Sales Teams need Social Networks

Effective use of social networks (SN’s) is closer to sales than it is to marketing.  You want to build momentum in the network, and marketing alone will not provide that.

There’s a lot more to SN’s than better demographics, and given the abysmal value advertisers are are placing on Facebook (suggested $0.32 CPM vs. $1.15 for average online CPM in 2007 as per CPM Advisors LLC), demographics just aren’t cutting it.

Sealing the Deal
Sealing the Deal

The alternative SN’s should looking to is helping companies sell to their networks.  With all of the embedded relationship information, any salesman would love to get their hands on that data for companies they are selling to.

As SN’s age and continue to fill in, this becomes a reasonable opportunity (LinkedIn is already there).  In the meantime, SN’s have to provie value to retails scale vendors.  Since the per-sale return from using a sales team is likely to be negative, they need to place their bets on individuals likely to get others to buy too.

In other industries, we’ll use pharmaceuticals as our example, market research teams will do extensive survey work to determine the most influential figures in decision making relevant to their products.

Even after the enormous expense of conducting these 6 month or more research projects, and taking into account all of the known problems with determining influence with surveys, pharmaceutical companies often dedicate a specialized sales team to act on the data.  One company analyzed in a current paper showed approximately a 20% increase in revenue from this collaboration between marketing and sales.

Unfortunately, survey based methodologies become prohibitively expensive when moving from a 1,000 to 10,000 doctor network to a 10 or 100 million customer retail market.

The good news is, SN data is better and more accurate than surveys, and the data already exists.  You have the actual relationship matrix, rather than skewed survey information.  That alone provides quite a punch to sales.  Marry that with frequency of communication data, and you’ve got a goldmine for sales.

[Photo by: Beth and Christian]

Social Networks and Sales

This Guy Sells the Big Money!
This Guy Sells the Big Money!

From eponymous Social Network data alone, I can tell you who has, for any group, the most influence, who the leaders are, and who you need to convince in order to turn the opinion of the group as a whole. The question is are you going to be a trusted adviser, or a hard sell?
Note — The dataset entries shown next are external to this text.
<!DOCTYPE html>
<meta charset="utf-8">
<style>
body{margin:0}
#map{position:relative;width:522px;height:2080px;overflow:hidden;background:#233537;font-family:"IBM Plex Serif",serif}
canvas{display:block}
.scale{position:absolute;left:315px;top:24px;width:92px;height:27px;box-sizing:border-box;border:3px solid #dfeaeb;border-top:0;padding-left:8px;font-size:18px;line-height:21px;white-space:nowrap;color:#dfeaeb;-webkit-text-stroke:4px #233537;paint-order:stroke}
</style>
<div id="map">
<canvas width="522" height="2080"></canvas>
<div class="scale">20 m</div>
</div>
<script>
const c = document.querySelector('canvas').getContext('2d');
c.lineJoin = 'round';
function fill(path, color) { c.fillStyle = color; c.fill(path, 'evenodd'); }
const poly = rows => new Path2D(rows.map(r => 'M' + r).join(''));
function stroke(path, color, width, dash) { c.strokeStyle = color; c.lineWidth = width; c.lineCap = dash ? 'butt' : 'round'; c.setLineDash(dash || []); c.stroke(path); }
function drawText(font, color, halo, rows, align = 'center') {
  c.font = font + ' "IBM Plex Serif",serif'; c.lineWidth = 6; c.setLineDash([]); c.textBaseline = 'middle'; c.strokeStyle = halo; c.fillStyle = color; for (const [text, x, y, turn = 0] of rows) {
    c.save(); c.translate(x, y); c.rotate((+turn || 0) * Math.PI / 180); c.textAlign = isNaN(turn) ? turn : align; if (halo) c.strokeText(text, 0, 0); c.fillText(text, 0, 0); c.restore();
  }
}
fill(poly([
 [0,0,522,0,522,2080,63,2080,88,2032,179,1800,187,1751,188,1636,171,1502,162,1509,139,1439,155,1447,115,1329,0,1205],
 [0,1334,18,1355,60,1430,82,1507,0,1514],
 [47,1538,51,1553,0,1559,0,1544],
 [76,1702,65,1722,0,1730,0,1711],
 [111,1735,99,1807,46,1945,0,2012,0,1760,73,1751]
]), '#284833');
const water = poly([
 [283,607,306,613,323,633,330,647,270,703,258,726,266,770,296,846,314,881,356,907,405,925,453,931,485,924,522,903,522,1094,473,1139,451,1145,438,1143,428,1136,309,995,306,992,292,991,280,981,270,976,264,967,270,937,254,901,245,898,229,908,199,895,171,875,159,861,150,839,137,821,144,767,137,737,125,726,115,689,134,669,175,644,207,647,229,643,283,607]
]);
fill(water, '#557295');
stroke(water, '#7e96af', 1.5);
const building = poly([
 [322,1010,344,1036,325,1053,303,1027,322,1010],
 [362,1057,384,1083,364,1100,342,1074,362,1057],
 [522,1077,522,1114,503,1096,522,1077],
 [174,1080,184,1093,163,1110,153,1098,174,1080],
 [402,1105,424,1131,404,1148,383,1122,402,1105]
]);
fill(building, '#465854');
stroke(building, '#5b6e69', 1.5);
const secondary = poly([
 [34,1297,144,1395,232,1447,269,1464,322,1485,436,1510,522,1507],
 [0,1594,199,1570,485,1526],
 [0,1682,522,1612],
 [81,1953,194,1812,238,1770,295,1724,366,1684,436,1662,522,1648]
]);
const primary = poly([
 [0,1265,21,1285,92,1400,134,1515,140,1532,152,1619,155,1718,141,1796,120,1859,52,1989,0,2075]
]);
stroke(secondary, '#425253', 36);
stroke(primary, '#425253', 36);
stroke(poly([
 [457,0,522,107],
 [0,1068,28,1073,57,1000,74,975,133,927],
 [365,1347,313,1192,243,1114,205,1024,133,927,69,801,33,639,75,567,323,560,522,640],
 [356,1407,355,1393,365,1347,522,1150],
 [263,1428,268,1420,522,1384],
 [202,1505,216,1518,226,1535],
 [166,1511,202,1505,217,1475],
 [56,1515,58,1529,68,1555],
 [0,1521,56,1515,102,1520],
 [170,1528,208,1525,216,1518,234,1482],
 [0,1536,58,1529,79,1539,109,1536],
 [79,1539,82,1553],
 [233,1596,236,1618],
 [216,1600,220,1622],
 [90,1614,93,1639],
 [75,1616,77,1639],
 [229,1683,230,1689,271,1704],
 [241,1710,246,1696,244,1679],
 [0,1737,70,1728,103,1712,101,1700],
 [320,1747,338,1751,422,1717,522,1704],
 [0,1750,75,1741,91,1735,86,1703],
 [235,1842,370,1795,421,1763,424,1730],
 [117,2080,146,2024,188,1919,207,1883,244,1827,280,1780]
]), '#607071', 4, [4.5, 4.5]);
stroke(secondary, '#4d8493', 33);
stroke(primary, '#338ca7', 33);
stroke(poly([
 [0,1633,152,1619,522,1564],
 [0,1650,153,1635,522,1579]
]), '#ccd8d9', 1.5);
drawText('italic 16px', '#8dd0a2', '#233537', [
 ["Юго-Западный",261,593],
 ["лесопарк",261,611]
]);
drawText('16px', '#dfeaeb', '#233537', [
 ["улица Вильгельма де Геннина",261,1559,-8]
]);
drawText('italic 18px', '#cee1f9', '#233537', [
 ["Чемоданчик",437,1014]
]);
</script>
This ability to analyze a network often causes a knee-jerk reaction of unease by people new to the field, myself included when I first started. But, after considered thought and discussion, there are no new ethical questions here, just the same old difficult ones. First, a discussion of sales.

We all have friends whose opinions we trust above others about certain product classes. My brother-in-law is an incredible and studied amateur photographer (not that I can ever get him to update his gallery), and to him I turn for all things photographic. Another friend is an insatiable and articulate consumer of modern fiction, and whom feeds me many great book recommendations. For electronic gadgets, I turn to yet another. I trust their judgment and opinions; if you can convince them that your product is great, you have gone a long way toward convincing me. Further, switching to the general, we look to our gurus for information and ideas about the new. If you as a manufacturer/service/producer bring new ideas to my gurus, you are helping them seek out new information, which they tend to do naturally.

So, as a Social Network provider, or as a consumer of social network data for sales and advertising, you have a choice: treat networks as just another advertising platform, and be treated by the participants as just another advertiser; or provide value into the network, and reap the rewards.